Records Start Marker
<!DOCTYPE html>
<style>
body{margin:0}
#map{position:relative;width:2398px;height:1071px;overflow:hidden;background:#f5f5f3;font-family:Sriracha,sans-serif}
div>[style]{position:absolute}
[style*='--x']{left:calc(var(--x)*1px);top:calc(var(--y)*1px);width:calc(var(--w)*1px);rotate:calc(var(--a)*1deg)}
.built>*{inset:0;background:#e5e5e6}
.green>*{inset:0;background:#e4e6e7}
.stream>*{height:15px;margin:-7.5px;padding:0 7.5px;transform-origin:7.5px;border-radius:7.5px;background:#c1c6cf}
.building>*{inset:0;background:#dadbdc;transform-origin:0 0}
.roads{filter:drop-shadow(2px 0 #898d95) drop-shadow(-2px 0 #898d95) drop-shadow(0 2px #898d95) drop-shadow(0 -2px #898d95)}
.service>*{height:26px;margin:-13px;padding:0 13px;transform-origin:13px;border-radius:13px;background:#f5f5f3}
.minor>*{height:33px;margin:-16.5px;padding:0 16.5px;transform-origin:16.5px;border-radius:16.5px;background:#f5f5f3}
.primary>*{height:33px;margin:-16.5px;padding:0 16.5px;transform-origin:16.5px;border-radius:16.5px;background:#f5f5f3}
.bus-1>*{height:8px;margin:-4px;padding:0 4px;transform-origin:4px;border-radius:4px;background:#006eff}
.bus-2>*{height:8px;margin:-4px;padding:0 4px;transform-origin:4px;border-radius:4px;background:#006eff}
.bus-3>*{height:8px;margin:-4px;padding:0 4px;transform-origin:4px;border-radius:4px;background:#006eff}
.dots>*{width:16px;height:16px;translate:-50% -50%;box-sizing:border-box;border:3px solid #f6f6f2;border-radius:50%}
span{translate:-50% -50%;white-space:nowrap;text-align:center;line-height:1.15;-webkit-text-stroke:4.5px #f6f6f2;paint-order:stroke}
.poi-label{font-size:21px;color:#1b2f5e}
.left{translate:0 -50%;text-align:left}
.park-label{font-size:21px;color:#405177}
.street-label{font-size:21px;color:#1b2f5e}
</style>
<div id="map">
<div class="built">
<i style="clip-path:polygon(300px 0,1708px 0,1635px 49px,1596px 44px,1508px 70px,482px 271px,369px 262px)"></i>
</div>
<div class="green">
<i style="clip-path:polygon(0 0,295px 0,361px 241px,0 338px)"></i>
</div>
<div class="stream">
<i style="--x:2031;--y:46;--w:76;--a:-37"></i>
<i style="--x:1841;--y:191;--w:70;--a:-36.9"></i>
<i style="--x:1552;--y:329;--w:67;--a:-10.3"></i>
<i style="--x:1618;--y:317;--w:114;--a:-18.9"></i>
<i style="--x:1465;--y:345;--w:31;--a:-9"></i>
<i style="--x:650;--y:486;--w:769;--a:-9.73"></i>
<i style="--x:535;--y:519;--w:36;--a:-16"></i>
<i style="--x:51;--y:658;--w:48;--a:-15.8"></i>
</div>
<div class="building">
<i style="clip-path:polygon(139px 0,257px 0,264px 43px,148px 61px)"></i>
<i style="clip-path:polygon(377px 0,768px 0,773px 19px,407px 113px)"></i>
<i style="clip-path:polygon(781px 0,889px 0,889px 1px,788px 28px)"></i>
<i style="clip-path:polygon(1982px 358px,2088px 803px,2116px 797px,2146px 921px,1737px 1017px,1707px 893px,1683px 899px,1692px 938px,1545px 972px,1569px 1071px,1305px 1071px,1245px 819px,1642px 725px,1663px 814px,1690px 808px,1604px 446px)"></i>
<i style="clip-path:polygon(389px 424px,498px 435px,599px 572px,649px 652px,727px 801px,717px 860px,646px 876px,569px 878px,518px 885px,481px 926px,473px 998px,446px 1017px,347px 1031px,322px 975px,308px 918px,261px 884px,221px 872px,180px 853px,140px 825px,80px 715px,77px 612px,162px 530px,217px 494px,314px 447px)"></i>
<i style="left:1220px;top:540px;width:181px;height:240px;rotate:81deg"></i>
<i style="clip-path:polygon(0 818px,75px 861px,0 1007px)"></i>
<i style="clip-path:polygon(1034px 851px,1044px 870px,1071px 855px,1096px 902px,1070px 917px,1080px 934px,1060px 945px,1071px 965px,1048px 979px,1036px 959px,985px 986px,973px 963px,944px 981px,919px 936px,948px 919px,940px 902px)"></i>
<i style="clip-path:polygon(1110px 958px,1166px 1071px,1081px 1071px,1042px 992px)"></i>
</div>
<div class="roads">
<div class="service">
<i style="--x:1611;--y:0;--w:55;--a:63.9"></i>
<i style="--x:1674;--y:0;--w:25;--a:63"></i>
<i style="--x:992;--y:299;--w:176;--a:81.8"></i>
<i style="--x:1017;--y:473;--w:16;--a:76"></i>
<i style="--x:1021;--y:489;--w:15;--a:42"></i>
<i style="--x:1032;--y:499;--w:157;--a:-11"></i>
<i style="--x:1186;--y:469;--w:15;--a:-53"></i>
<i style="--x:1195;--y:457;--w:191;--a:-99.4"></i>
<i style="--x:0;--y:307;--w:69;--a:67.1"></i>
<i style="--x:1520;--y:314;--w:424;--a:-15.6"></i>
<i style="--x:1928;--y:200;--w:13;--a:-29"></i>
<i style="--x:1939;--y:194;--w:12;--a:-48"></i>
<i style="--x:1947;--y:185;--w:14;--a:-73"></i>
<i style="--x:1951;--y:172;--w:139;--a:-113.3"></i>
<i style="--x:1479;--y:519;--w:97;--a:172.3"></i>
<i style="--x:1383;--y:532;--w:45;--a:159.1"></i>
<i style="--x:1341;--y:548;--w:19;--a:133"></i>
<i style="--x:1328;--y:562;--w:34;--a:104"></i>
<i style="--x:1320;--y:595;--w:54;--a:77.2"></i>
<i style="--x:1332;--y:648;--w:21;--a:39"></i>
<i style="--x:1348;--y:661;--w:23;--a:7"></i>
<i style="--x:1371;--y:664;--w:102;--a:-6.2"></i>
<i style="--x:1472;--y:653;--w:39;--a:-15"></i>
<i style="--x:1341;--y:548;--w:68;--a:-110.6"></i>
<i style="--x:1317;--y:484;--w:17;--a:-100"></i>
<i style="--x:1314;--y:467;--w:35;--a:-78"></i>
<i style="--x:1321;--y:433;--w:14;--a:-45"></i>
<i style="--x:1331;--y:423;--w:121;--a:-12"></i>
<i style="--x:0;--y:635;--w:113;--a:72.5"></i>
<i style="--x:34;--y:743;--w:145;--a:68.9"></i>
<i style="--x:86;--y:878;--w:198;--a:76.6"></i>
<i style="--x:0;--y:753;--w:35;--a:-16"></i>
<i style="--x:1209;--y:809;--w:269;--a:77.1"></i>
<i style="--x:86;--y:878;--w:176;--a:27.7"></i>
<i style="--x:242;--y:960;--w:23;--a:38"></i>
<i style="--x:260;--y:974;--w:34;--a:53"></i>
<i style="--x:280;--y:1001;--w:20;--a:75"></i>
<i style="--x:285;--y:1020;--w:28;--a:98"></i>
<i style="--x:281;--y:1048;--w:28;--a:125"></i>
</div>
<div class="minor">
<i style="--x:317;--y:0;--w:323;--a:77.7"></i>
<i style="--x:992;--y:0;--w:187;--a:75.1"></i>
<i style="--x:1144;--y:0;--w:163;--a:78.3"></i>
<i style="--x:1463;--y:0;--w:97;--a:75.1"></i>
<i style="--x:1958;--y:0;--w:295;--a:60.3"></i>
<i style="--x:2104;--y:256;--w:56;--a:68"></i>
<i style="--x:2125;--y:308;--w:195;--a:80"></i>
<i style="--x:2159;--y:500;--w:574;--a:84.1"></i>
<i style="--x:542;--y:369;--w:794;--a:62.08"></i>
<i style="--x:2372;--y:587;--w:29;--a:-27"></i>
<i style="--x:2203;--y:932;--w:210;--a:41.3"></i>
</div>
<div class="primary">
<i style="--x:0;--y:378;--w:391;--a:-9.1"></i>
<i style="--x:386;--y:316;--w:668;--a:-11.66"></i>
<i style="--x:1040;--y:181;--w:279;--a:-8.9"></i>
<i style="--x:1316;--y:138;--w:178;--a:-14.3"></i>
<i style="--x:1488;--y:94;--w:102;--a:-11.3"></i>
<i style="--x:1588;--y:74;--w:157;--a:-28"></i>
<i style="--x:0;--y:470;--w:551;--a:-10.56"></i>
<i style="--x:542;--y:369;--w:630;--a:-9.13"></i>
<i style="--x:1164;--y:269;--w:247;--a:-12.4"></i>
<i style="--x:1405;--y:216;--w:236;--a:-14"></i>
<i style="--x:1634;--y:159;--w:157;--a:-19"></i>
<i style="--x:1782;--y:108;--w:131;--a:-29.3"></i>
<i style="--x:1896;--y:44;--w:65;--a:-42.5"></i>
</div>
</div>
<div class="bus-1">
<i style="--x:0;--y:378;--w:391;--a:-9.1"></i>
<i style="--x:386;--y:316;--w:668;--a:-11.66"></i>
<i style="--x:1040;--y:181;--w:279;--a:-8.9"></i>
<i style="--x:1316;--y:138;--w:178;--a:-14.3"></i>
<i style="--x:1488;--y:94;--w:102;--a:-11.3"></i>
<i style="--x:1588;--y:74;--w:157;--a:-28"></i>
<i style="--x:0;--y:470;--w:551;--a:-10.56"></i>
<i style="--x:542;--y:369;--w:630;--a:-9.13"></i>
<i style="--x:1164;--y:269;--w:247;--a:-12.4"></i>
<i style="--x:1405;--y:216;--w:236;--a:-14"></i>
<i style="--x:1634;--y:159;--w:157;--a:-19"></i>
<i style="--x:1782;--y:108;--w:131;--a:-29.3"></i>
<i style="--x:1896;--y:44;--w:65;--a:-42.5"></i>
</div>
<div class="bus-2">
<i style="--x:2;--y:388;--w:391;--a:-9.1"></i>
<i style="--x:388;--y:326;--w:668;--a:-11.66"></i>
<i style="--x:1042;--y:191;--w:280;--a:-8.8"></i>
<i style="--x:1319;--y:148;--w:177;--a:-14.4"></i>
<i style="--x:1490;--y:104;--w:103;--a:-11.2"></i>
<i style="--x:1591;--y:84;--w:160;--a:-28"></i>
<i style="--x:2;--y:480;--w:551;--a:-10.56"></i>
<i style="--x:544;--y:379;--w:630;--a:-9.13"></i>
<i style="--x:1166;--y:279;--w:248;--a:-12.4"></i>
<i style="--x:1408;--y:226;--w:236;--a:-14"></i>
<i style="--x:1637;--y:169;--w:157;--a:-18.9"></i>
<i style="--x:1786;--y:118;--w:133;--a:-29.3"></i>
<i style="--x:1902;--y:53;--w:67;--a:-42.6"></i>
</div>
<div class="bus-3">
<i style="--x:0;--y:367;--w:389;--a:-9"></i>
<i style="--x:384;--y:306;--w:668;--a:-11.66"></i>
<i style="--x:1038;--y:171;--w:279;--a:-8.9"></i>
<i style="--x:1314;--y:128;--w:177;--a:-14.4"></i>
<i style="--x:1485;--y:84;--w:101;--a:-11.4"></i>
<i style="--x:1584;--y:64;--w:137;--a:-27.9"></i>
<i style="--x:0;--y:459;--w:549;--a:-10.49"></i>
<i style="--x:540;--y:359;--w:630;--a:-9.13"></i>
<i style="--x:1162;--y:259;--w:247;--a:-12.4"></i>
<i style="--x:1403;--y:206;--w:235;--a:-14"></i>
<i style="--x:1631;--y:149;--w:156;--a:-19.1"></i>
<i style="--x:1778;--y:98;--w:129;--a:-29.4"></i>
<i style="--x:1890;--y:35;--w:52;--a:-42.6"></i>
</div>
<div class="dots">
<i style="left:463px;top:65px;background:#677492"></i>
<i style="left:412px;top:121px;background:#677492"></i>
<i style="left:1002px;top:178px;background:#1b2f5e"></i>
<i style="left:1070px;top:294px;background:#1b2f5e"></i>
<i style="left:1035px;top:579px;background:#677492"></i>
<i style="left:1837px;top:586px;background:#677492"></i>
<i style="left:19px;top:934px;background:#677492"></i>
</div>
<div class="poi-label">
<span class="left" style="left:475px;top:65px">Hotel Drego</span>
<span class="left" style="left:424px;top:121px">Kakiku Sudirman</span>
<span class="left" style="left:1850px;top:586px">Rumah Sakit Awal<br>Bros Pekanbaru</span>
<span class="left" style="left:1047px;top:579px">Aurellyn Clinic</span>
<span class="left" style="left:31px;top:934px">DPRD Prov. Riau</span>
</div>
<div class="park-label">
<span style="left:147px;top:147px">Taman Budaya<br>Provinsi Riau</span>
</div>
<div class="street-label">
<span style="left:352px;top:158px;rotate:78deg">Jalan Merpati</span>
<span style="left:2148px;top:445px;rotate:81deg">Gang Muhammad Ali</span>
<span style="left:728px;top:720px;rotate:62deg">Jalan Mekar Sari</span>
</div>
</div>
Records End Marker
§ About this task: How many lines of the material contain the string "service"? Answer with that number alone.

§ Reply: 2